Not the kind of murder that society understands, the murder that comes from passion, or hatred, or love, but the murder that shakes the very foundations of our civilization — the pointless, gratuitous, casual act of killing.
This is the grim and powerful story of the “Wolf Pack” murders: a group of three young men and a beautiful girl, who roam the country, killing without any apparent motive. They are caught; they are tried; they are executed.
But who were they, really? Why did they do it? And who were their victims?

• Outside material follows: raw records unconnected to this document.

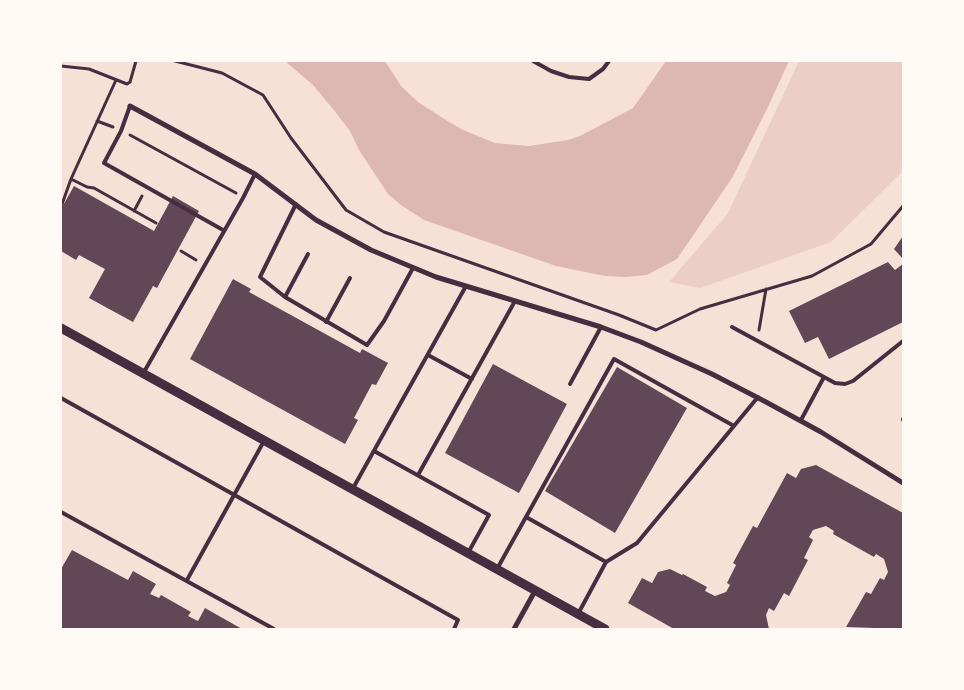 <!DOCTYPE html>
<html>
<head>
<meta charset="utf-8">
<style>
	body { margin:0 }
	#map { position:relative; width:964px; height:690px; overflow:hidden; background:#f7e1d7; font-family:Merriweather,serif }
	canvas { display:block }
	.frame { position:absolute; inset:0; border:62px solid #fffaf5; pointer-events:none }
</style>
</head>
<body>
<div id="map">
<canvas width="964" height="690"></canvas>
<div class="frame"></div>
</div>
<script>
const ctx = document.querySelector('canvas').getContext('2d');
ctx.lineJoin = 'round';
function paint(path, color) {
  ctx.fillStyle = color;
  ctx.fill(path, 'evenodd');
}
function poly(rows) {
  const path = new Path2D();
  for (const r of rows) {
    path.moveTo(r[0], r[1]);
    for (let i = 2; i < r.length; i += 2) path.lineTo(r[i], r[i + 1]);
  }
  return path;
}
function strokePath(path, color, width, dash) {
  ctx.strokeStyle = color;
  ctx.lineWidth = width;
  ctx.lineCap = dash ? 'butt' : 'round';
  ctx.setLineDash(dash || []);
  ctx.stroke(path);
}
paint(poly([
	[799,61,903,61,903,163,901,173,831,242,700,288,669,282,728,213]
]), '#ebcfc5');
paint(poly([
	[285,61,385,61,401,86,418,102,449,122,463,130,495,143,529,146,568,140,580,136,633,108,666,61,789,61,766,111,732,178,677,259,647,275,625,277,605,276,556,266,424,220,401,205,388,194,359,150,350,131,333,109,313,85]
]), '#dcb8b0');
paint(poly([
	[74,186,154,231,173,196,199,211,157,288,153,286,133,322,89,298,105,269,79,255,76,260,61,251,61,209],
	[903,236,903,259,894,249],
	[888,262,895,270,903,264,903,322,829,359,818,337,805,343,789,311],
	[233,279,251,289,249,292,360,353,362,349,388,363,376,385,372,384,354,418,358,420,345,444,190,359],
	[493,364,567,404,519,493,445,453],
	[617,367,687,408,615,533,545,491],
	[816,465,903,513,903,629,846,627,866,592,871,594,880,578,884,580,888,572,884,559,876,554,874,557,833,534,834,531,826,526,813,530,809,537,813,540,804,558,808,560,789,596,784,593,774,611,769,608,766,615,769,629,674,629,628,603,642,578,652,583,658,572,670,569,682,575,683,574,707,587,705,591,715,596,726,592,730,585,727,583,736,565,733,563,753,526,757,528,787,473,796,478,801,469],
	[72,550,128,580,133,571,156,584,150,594,159,598,161,595,191,612,188,616,198,621,205,608,242,629,61,629,61,569]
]), '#644757');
strokePath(poly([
	[175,61,222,73,263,95,291,138,346,210,384,232,619,315,656,330,700,309,812,276,871,244,903,206],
	[61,66,89,69,127,84,130,82,136,61],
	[97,121,113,127],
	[130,135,236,193],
	[71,179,87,187,94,188,156,223],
	[61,207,71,179,116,80],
	[134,211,142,196],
	[181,251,196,260],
	[759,330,766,289]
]), '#4a2c40', 3);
strokePath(poly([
	[533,61,551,71,569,77,589,79,603,69,609,61],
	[130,106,121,131,104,163,223,230],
	[296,204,260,277,285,297,367,345,384,321,413,268],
	[285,297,308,254],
	[326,322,350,278],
	[732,327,835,383,845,384,853,381,903,341],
	[428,355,472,379],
	[144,372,243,198,255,174],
	[570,384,601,327],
	[61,398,458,620,454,629],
	[903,419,903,420],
	[801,420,824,377],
	[374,451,489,515,468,553],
	[418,475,515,301],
	[352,490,466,286],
	[61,512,274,629],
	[526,517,606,562],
	[497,569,614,359,734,426],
	[187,580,264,441],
	[578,614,606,562,637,543,758,397]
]), '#4a2c40', 4);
strokePath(poly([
	[130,106,255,174,316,220,371,250,436,277,601,327,641,342,712,374,766,402,821,432,903,483],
	[514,629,535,591]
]), '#4a2c40', 5);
strokePath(poly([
	[61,328,605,629]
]), '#4a2c40', 9);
</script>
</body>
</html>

With the skill of the master storyteller that he is, Mr. MacDonald leads us into the little hell where four people, from very different backgrounds, take refuge from the world that they do not understand, that has no meaning for them. Sander Golden, the leader of the group, is a displaced intellectual, intelligent but without real talent. Kirby Stone is a college boy, a young man from a “good” family who has been thrown into the world of adult passions before he is able to cope with them. Hernandez is a simple brute, held in check by his admiration for Golden. And Nan Koslov is the catalyst. the smoldering spark of sexual desire that ignites their brutality.
Theirs is a private, dangerous world, a world of sex, narcotics. jealousy and envy — but it is theirs. Together, linked by their common frustrations, they move back and forth on the endless roads, from cheap motel to cheap motel, in a succession of stolen cars, spreading violence and death.

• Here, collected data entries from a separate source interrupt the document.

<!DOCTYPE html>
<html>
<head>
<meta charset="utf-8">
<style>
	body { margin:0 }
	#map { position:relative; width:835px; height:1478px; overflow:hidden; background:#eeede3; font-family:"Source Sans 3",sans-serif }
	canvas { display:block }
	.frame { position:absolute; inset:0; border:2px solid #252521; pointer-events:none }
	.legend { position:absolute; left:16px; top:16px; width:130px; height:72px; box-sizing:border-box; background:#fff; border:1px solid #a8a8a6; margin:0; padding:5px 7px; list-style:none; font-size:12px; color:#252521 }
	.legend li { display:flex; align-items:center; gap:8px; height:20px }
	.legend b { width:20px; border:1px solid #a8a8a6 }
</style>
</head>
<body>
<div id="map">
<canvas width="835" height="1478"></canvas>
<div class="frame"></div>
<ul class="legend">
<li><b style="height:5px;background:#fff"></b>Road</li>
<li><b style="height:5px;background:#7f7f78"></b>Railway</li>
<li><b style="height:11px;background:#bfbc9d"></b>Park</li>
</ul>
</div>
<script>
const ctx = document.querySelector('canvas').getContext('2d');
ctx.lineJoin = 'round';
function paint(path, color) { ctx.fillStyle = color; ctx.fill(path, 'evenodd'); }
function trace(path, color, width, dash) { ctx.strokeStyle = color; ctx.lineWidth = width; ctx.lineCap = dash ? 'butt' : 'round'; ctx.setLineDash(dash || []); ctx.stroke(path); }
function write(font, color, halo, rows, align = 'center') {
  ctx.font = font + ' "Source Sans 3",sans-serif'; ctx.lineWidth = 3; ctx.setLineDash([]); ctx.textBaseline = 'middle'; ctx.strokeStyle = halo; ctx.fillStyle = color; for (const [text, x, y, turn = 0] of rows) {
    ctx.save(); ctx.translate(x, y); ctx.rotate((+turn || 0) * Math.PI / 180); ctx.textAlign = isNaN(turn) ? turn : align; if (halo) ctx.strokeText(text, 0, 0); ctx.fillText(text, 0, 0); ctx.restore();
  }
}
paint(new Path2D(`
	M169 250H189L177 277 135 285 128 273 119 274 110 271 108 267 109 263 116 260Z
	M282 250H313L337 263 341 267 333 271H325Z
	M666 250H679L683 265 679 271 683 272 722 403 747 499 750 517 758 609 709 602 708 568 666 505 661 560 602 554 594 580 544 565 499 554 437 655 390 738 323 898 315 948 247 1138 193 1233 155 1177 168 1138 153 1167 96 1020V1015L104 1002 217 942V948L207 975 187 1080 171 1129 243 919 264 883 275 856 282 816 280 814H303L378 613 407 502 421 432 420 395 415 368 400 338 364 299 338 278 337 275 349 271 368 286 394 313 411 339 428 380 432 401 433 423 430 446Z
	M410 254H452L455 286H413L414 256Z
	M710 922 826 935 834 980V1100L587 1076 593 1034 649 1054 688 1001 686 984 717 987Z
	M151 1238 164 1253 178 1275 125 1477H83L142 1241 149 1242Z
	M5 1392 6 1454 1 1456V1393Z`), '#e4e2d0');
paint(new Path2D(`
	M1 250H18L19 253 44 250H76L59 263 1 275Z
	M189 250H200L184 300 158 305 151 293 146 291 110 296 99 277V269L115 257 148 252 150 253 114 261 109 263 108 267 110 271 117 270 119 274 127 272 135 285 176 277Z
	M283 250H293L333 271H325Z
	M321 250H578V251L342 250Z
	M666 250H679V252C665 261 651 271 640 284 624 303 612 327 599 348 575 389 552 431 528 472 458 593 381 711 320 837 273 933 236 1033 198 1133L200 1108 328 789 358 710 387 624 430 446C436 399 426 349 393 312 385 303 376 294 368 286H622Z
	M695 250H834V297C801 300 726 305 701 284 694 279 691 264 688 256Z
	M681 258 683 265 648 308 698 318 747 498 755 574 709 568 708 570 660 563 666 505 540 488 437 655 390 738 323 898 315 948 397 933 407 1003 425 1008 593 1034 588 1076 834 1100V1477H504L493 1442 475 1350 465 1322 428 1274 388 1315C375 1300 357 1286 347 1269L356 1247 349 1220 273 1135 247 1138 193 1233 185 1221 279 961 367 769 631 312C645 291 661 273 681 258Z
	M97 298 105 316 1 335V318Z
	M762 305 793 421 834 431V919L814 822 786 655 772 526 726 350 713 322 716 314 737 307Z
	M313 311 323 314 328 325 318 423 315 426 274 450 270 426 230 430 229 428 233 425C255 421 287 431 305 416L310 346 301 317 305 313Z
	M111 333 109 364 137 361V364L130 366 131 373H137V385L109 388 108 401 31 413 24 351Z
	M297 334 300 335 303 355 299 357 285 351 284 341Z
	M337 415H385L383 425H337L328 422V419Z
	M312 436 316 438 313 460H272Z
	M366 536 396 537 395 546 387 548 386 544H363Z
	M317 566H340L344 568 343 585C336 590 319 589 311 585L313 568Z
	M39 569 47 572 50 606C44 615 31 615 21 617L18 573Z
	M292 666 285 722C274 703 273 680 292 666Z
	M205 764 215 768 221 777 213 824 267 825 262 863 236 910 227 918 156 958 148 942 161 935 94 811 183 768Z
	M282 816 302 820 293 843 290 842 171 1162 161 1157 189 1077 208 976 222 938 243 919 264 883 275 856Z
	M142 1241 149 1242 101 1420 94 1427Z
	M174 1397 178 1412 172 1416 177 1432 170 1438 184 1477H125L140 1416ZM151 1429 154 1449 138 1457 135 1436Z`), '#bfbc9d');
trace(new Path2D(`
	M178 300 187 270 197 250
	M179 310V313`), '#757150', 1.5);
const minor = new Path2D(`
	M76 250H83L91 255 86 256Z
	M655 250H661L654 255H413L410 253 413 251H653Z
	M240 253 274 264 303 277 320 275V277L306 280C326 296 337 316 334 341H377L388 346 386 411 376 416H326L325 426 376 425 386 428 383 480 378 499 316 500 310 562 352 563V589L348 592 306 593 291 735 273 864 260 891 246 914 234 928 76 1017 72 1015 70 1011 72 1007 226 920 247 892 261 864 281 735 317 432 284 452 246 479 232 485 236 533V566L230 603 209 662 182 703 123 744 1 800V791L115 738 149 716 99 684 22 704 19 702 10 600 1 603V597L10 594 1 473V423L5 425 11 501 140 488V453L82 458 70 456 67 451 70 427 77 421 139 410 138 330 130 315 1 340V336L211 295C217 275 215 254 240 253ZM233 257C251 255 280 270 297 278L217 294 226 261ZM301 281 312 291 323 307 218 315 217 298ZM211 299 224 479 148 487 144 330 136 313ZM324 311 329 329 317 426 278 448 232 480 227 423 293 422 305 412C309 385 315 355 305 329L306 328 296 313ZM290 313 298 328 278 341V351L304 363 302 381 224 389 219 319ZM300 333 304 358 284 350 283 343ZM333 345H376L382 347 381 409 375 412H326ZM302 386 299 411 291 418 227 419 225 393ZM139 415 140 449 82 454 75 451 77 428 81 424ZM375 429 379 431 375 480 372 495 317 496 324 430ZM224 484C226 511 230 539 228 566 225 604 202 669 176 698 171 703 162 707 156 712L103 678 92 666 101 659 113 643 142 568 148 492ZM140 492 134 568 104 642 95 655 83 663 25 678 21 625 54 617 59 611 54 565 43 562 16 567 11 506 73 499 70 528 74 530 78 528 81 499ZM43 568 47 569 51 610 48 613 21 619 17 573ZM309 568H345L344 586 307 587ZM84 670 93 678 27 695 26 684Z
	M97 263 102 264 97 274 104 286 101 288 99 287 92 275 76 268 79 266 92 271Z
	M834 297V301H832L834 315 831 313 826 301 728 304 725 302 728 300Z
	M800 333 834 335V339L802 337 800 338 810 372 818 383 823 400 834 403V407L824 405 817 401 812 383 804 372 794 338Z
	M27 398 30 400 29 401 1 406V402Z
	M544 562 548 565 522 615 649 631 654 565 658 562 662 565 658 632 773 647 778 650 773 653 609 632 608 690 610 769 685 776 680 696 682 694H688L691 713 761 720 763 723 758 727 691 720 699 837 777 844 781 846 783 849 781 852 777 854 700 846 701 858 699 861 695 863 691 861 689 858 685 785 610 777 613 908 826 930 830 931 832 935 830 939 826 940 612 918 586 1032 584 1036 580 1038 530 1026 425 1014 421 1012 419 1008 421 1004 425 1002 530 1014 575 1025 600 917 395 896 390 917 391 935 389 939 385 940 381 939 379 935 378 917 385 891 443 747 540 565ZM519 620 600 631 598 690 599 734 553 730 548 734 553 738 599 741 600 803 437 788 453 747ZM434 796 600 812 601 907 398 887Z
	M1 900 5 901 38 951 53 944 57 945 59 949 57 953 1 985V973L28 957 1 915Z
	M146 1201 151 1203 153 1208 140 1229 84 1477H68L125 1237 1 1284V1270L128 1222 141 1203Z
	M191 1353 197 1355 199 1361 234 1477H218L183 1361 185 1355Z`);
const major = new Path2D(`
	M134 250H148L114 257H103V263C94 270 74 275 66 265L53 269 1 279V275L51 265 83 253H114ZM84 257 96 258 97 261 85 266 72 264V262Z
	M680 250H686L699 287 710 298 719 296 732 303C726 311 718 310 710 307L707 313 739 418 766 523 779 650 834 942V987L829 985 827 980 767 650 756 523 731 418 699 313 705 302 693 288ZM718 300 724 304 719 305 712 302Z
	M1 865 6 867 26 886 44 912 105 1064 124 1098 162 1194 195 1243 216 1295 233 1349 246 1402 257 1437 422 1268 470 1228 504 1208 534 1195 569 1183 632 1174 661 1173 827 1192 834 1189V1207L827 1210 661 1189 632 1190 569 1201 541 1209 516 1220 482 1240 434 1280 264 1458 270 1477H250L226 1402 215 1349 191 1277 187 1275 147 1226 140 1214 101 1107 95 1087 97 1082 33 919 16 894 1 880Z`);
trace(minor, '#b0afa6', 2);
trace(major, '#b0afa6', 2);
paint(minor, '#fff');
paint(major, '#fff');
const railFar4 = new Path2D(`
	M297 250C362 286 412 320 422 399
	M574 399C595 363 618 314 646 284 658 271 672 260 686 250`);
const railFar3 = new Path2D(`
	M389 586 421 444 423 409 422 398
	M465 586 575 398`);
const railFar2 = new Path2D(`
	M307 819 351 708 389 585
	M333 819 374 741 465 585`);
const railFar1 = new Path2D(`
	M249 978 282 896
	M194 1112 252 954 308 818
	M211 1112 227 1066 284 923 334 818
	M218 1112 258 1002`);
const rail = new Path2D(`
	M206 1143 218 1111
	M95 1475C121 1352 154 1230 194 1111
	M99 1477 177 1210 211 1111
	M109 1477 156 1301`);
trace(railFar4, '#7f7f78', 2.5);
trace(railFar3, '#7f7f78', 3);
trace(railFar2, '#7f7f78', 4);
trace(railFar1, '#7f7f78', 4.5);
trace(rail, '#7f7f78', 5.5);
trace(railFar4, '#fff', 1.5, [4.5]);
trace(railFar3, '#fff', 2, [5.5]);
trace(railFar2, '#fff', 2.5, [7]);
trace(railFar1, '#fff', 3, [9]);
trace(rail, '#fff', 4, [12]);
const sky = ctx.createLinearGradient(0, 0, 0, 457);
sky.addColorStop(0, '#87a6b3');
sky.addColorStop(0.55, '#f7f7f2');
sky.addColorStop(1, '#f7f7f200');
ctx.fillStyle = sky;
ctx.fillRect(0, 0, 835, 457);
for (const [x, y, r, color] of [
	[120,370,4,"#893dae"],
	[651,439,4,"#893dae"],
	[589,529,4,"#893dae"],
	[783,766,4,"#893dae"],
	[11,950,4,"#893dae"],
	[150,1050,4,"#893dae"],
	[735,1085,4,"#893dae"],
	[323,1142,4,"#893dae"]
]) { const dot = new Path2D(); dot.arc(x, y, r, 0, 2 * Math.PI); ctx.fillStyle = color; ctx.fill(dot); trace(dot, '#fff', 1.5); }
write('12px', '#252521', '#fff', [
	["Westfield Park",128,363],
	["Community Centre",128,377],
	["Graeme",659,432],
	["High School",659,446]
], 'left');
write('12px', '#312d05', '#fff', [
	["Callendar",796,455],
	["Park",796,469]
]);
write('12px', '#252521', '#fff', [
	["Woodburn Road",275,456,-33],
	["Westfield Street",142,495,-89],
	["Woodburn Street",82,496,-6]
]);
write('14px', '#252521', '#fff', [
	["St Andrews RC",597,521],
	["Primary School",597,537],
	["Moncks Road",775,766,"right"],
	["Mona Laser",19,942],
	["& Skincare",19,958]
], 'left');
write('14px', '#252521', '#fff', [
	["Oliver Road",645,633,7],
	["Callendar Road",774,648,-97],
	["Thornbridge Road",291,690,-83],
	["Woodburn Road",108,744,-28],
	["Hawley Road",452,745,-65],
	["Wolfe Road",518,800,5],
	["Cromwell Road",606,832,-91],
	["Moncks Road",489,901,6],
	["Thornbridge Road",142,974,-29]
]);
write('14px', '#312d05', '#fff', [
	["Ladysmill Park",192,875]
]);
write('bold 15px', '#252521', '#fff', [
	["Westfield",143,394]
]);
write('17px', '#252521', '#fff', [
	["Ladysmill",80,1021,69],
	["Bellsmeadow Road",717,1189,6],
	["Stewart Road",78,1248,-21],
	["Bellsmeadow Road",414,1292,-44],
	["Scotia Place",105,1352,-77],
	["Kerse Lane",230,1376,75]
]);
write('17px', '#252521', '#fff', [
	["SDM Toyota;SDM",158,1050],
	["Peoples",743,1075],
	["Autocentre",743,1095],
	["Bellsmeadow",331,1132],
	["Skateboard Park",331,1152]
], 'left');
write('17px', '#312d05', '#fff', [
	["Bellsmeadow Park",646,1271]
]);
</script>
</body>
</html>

The End of the Night is a novel of suspense and passion. It is also a remarkable attempt to probe the motives that lie behind this senseless and shocking outburst of violence. Mr. MacDonald examines the past of the young killers, looking for the cause of their revolt. He analyzes the processes of the law, right up to the moment when the State exacts the supreme penalty. And he shows how circumstances provide the victims, as accidentally as the roulette wheel chooses a number.
It is a book the reader will no be able to put down until the very end; and it is one he will not forget quickly.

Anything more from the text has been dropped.